> WHAT YOU ARE ASKED TO DO: From the entries, copy every line that carries the string "roads".

> INFORMATION SUPPLIED:
((
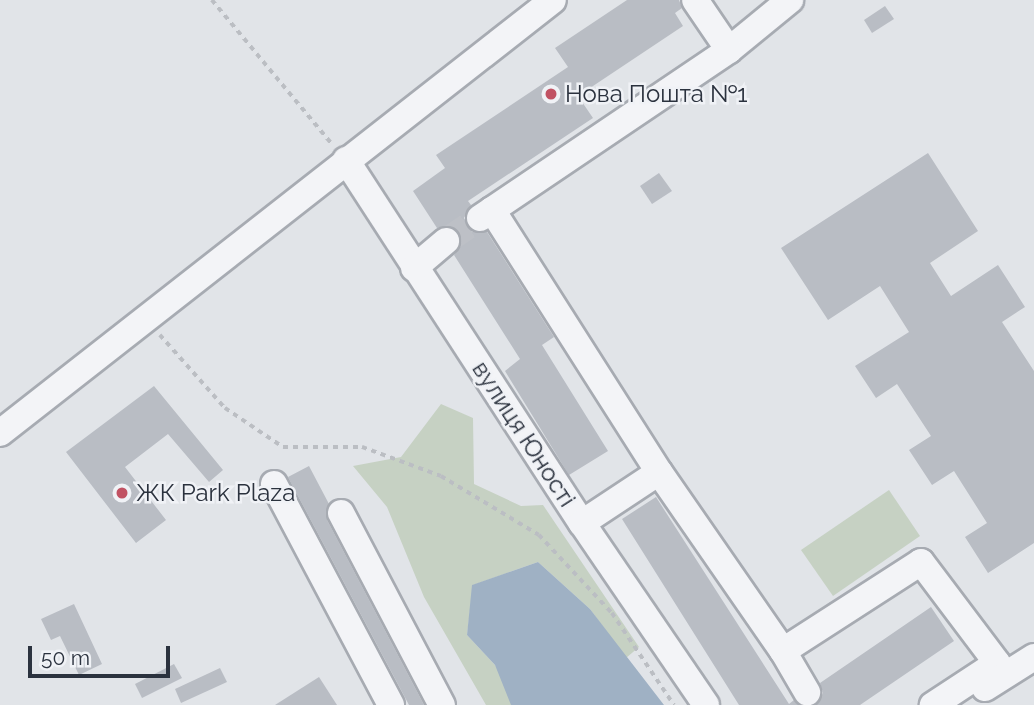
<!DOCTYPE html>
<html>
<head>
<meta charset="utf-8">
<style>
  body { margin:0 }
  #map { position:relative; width:1034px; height:705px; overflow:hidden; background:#e1e4e8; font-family:Raleway,sans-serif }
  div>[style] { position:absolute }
  .green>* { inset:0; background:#c6d1c3 }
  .water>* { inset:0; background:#9fb1c4 }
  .building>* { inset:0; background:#b9bdc4 }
  .minor-tunnel>* { height:26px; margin-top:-13px; transform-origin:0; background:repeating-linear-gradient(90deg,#bdc0c6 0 26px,transparent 0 39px) }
  .path>* { height:3.5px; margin-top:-1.75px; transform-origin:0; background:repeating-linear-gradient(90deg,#bbbec3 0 5px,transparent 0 10px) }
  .roads { filter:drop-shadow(2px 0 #a7abb2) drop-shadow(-2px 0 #a7abb2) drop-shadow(0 2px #a7abb2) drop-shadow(0 -2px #a7abb2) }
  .minor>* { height:26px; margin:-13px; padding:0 13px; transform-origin:13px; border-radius:13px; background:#f3f4f7 }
  .dots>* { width:19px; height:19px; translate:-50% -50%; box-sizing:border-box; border:4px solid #f0f2f6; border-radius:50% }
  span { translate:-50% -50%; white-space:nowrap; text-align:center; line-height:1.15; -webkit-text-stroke:5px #f0f2f6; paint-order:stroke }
  .poi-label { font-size:24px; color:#2b323e }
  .left { translate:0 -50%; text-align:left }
  .street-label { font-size:24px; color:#2b323e }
  .scale { position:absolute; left:28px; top:646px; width:142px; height:32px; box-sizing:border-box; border:4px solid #2b323e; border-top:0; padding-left:9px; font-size:21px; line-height:24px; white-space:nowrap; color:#2b323e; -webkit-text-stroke:5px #f0f2f6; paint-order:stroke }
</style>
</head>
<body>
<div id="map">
  <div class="green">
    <div style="clip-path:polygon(441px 404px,473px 418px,474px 484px,521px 506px,543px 505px,639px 647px,626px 658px,590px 609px,538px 562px,473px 585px,467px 635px,495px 665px,520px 705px,486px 705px,424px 597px,387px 507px,353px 466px,401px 457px)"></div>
    <div style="clip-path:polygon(889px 490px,920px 536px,833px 596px,801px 550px)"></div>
  </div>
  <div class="water">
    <div style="clip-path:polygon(538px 562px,590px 609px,664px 705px,511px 705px,495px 665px,467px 635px,472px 585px)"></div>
  </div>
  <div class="building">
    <div style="clip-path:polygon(627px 0,679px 0,682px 8px,675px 13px,683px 26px,578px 96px,593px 118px,468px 201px,471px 205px,464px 218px,472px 232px,487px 232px,554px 337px,542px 345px,608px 451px,569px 475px,505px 371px,520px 359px,454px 255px,461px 246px,458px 231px,451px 226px,437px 228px,413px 191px,445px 168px,436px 155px,568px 67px,555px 48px)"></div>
    <div style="clip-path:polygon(885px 6px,894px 19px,872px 33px,864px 20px)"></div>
    <div style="clip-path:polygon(928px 153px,978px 231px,930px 263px,951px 296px,998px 265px,1025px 307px,1002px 322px,1034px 371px,1034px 543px,988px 573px,965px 537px,987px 523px,954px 471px,932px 485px,909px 450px,931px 436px,897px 384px,876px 398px,855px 366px,909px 332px,880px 286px,828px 320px,781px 248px)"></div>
    <div style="clip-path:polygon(659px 173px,672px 191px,652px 204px,640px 186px)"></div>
    <div style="clip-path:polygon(154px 386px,223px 470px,209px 482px,168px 434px,125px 467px,166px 520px,136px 543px,66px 452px)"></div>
    <div style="clip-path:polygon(309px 466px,329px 504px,327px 520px,424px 705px,409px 705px,288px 477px)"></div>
    <div style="clip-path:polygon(656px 497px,789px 704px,794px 700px,798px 705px,739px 705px,622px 519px)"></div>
    <div style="clip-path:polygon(74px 604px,102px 664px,79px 675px,60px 636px,51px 640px,41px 619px)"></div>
    <div style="clip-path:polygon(931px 607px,954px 641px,860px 705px,816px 705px,823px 693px,820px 683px)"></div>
    <div style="clip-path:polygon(174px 664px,182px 678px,142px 698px,135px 684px)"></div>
    <div style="clip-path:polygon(220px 668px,227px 682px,181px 703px,175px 689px)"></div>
    <div style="clip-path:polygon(319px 677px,337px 705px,275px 705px)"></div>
  </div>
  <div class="minor-tunnel">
    <div style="left:446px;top:241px;width:41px;rotate:-34.1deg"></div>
  </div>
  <div class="path">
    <div style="left:212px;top:0;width:189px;rotate:50.2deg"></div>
    <div style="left:160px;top:335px;width:98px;rotate:48.3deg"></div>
    <div style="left:225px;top:408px;width:70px;rotate:33.9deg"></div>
    <div style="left:283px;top:447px;width:79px"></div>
    <div style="left:362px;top:447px;width:84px;rotate:20.2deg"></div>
    <div style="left:441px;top:476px;width:114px;rotate:31deg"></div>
    <div style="left:539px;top:535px;width:107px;rotate:46.9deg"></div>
    <div style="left:612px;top:613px;width:111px;rotate:56deg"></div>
  </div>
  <div class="roads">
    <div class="minor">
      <div style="left:729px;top:50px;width:79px;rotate:-39.3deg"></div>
      <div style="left:346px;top:160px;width:433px;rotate:57deg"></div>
      <div style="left:582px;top:523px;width:220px;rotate:55.7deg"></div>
      <div style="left:492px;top:210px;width:286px;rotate:-34deg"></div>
      <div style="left:729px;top:50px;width:60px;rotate:-124.2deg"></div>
      <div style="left:480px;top:218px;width:14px;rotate:-34deg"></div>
      <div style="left:492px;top:210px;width:311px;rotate:57.5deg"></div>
      <div style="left:414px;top:268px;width:42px;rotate:-40.2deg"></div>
      <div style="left:0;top:433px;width:702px;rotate:-38.06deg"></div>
      <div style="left:274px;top:484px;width:250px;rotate:62.1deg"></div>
      <div style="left:341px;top:513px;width:217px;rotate:62.3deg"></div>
      <div style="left:582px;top:523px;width:92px;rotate:-33.5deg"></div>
      <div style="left:659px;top:472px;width:218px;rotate:55.3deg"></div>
      <div style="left:783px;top:651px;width:164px;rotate:-32.8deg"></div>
      <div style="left:921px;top:562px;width:126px;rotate:53deg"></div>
      <div style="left:997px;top:663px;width:77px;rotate:146.7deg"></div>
      <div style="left:783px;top:651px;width:48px;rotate:59.7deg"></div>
      <div style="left:985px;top:688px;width:58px;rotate:-32.3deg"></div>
    </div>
  </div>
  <div class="dots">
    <div style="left:551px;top:94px;background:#c15263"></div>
    <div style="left:122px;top:493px;background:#c15263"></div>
  </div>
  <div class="poi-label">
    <span class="left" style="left:565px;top:94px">Нова Пошта №1</span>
    <span class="left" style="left:136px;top:493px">ЖК Park Plaza</span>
  </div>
  <div class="street-label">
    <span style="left:524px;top:434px;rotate:57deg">вулиця Юності</span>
  </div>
  <div class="scale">50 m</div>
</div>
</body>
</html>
))
> EXERCISE SOLUTION:
  .roads { filter:drop-shadow(2px 0 #a7abb2) drop-shadow(-2px 0 #a7abb2) drop-shadow(0 2px #a7abb2) drop-shadow(0 -2px #a7abb2) }
  <div class="roads">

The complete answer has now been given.